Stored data

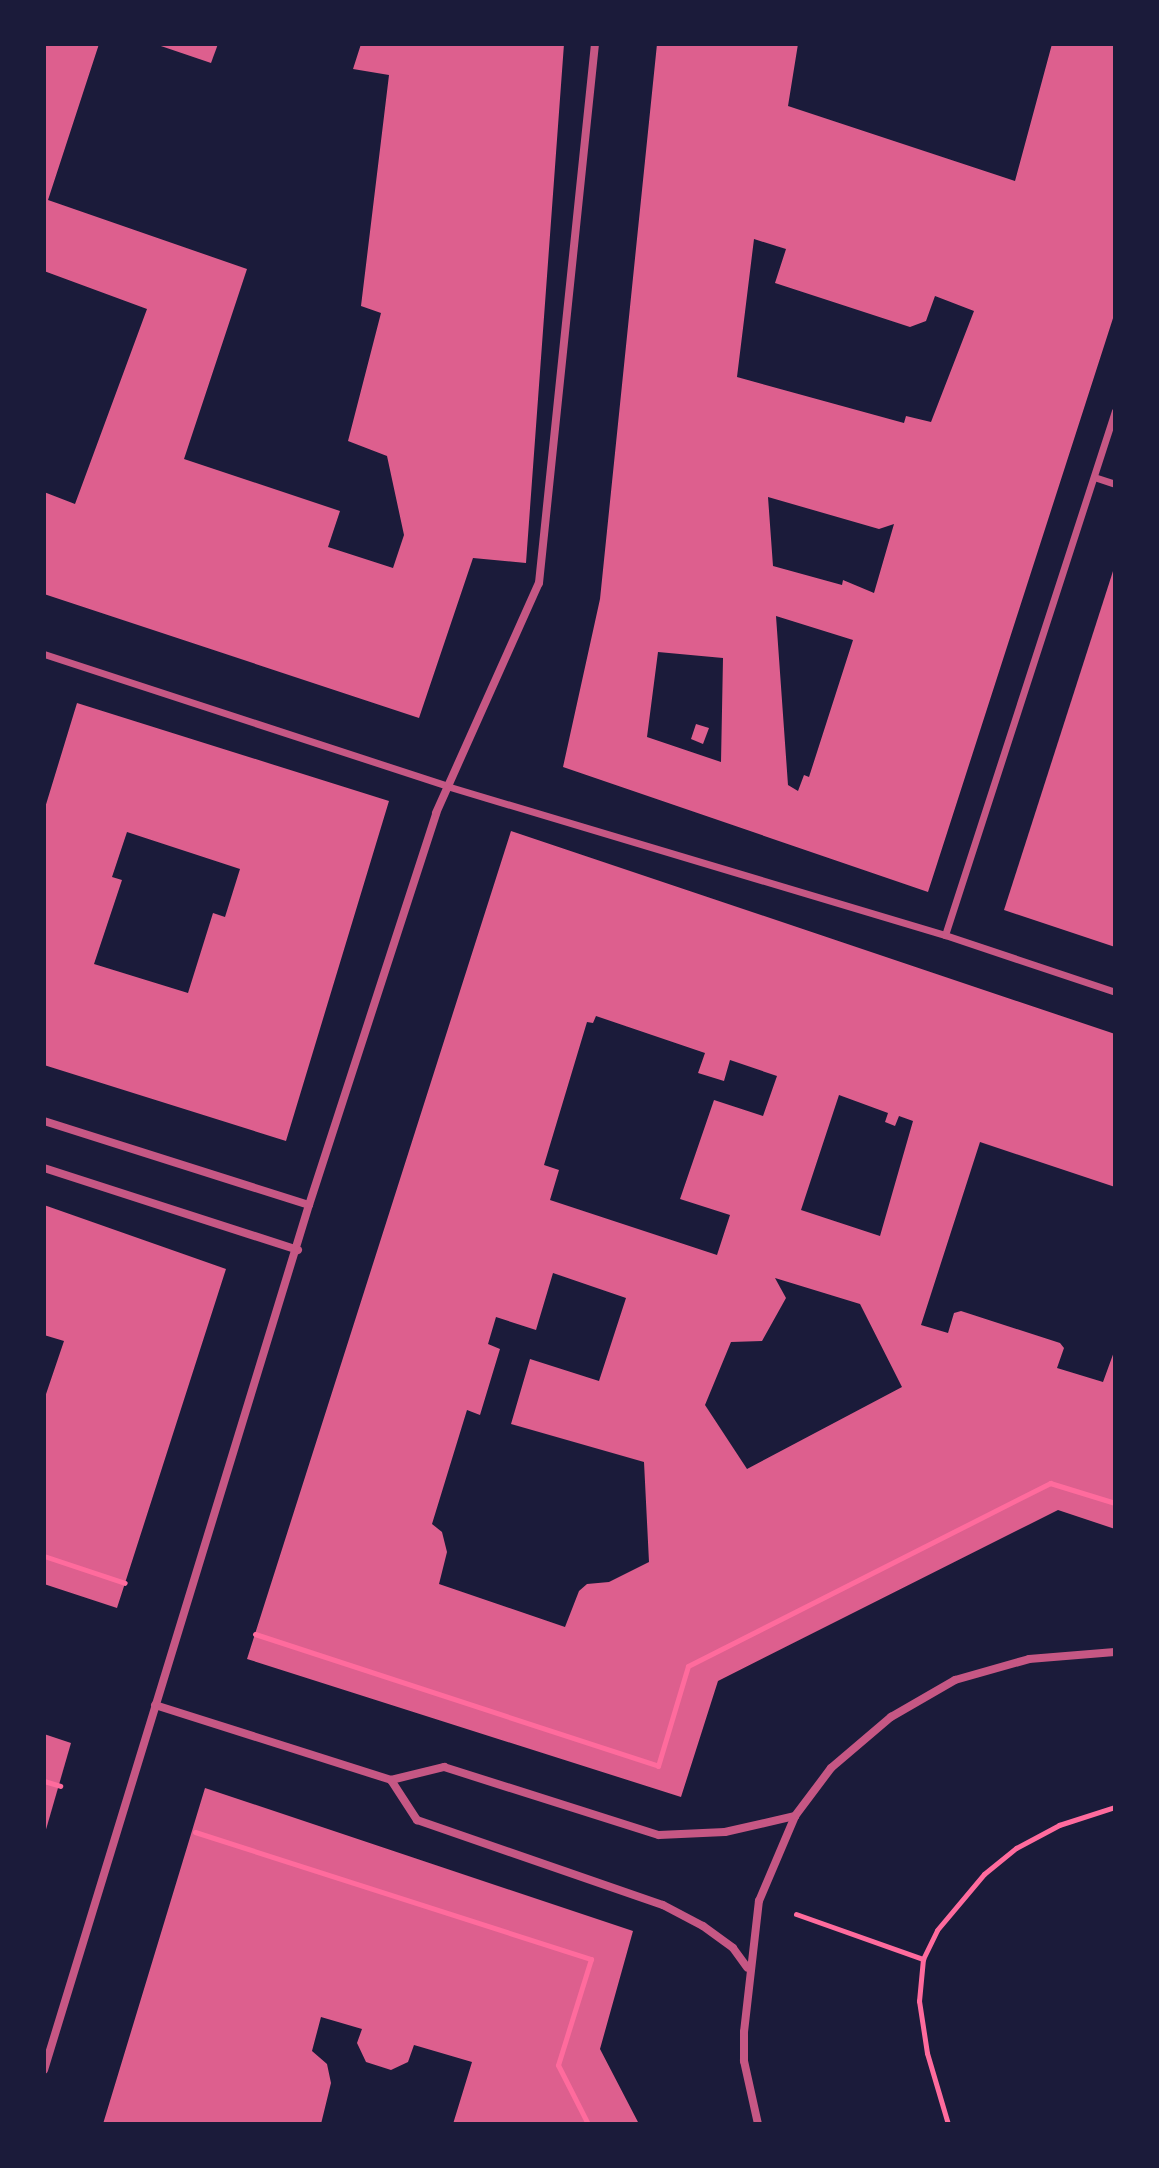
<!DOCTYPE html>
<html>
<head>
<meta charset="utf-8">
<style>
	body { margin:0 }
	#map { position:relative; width:1159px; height:2168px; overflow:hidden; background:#1b1b3a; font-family:"Exo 2",sans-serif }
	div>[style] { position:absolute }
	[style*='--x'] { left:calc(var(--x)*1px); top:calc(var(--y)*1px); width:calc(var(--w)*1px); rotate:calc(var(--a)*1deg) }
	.building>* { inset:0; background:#dd5f8e }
	.path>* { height:5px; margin:-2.5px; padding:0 2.5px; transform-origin:2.5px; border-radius:2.5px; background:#ff6b9d }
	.pedestrian>* { height:7px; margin:-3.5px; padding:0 3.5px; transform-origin:3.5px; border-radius:3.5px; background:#c65784 }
	.minor>* { height:8px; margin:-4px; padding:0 4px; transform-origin:4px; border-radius:4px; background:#c65784 }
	span { translate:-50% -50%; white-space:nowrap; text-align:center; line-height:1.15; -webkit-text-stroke:6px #1b1b3a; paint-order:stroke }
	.frame { position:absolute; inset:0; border:46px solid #1b1b3a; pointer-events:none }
</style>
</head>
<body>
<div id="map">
	<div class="building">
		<i style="clip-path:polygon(44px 44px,99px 44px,48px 200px,247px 269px,184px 459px,340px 511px,328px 547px,393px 568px,404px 535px,387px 456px,348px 441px,381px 313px,361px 306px,389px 75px,353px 69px,361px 44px,564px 44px,526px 563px,473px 558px,419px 718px,44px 594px,44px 492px,75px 504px,147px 309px,44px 271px)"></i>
		<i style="clip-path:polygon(155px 44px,218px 44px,211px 63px)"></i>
		<i style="clip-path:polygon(evenodd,657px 44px,798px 44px,788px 106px,1015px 181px,1052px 44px,1115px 44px,1115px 312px,928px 892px,563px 767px,600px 599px,657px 44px,754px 239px,786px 249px,775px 283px,910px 327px,926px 321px,935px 296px,974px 311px,931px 422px,906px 416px,904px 423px,737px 377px,754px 239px,657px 44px,768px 497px,879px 529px,894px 524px,874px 593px,843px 580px,842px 585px,773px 566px,768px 497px,657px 44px,776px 616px,853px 640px,809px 777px,804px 775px,798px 791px,788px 785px,776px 616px,657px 44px,658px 652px,723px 658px,721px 762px,647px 737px,658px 652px)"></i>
		<i style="clip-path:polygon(1114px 568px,1115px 568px,1115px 947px,1004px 910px)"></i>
		<i style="clip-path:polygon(evenodd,77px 703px,389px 801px,286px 1141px,44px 1065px,44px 811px,77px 703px,127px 832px,240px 869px,225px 917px,213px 913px,188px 993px,94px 964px,122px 880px,112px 877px,127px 832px)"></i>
		<i style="clip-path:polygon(696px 724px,709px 728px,703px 744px,691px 739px)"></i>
		<i style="clip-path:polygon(evenodd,511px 831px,1115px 1034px,1115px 1187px,980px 1142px,921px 1325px,948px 1333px,954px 1313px,961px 1311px,1060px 1343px,1064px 1348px,1057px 1368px,1103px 1382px,1115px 1349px,1115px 1529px,1058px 1510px,718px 1681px,681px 1797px,247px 1659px,511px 831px,596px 1016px,705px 1053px,698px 1073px,724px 1081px,730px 1060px,777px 1076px,763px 1116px,714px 1100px,680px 1199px,730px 1215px,717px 1255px,550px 1200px,559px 1170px,544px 1165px,587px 1022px,593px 1023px,596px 1016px,511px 831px,839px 1095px,888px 1113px,885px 1122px,895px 1126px,899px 1116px,913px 1121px,880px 1236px,801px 1210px,839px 1095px,511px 831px,553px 1273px,626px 1298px,599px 1381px,530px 1359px,511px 1424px,644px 1462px,649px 1562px,609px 1582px,587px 1584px,579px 1591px,565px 1627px,439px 1584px,447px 1552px,442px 1532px,432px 1524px,467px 1410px,480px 1415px,500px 1349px,488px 1344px,496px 1317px,536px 1330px,553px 1273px,511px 831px,775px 1278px,860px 1304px,902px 1387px,747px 1469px,705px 1405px,731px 1342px,762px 1341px,786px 1298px,775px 1278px)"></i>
		<i style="clip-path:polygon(44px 1205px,226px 1269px,117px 1608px,44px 1584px,44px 1400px,64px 1341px,44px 1335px)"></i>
		<i style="clip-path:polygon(44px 1734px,71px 1743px,45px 1833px,44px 1833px)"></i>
		<i style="clip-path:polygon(205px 1788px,633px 1931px,600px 2049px,639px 2124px,453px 2124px,472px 2062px,414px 2045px,408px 2062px,391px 2070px,366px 2062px,357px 2043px,362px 2029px,321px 2017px,312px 2051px,327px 2064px,331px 2083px,321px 2124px,103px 2124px)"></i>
	</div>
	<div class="path">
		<i style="--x:44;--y:1556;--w:85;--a:18.4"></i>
		<i style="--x:255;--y:1634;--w:424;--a:18.1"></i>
		<i style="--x:658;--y:1766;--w:104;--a:-73.3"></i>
		<i style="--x:688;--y:1666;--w:406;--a:-26.8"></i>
		<i style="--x:1050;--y:1483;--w:68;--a:17.1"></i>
		<i style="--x:44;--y:1781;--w:17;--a:17"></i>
		<i style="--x:195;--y:1832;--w:416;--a:17.8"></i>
		<i style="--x:591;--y:1959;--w:111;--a:107.3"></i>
		<i style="--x:558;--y:2065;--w:66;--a:63"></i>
		<i style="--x:796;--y:1914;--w:135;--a:19.5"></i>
		<i style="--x:948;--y:2124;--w:74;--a:-106.5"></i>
		<i style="--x:927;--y:2053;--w:53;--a:-98.7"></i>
		<i style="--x:919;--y:2001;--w:42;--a:-84.6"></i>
		<i style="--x:923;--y:1959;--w:32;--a:-64"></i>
		<i style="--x:937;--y:1930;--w:73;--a:-50"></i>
		<i style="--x:984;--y:1874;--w:41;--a:-39.1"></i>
		<i style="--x:1016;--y:1848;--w:49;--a:-28.1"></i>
		<i style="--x:1059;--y:1825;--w:59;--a:-17.8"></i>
	</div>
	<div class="pedestrian">
		<i style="--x:1094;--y:477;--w:22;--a:18"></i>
		<i style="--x:44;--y:654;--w:427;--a:18.1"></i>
		<i style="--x:450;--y:787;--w:517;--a:16.65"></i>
		<i style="--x:945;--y:935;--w:179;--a:18.5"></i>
		<i style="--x:945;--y:935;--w:551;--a:-72.03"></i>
	</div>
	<div class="minor">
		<i style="--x:44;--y:1121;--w:278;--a:17.6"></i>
		<i style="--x:44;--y:1168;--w:267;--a:17.9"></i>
		<i style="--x:155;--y:1705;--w:248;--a:17.6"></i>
		<i style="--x:391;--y:1780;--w:55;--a:-13.8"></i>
		<i style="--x:444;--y:1767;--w:225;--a:17.6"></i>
		<i style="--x:659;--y:1835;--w:66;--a:-2.6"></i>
		<i style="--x:725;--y:1832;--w:72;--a:-12.9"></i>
		<i style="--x:391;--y:1780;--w:48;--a:57"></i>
		<i style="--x:417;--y:1820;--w:260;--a:19.1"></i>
		<i style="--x:663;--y:1905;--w:45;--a:27.7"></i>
		<i style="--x:703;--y:1926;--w:37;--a:36"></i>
		<i style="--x:733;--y:1948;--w:24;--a:54"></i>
		<i style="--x:44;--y:2070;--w:905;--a:-72.97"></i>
		<i style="--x:309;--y:1205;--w:412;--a:-72"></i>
		<i style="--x:436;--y:813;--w:252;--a:-65.9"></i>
		<i style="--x:539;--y:583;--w:542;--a:-84.07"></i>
		<i style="--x:758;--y:2124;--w:65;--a:-102.5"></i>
		<i style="--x:744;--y:2061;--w:29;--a:-90"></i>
		<i style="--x:744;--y:2032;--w:132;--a:-83.5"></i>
		<i style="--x:759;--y:1901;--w:92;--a:-67"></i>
		<i style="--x:795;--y:1816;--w:60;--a:-53.1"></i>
		<i style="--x:831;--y:1768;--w:79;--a:-40.4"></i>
		<i style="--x:891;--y:1717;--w:74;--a:-30"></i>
		<i style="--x:955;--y:1680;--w:77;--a:-15.8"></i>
		<i style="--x:1029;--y:1659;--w:86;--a:-4.7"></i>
	</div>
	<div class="frame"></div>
</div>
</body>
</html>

Work to complete
Provide the number of lines in the entries that include "width", and no other text.

Answer section
2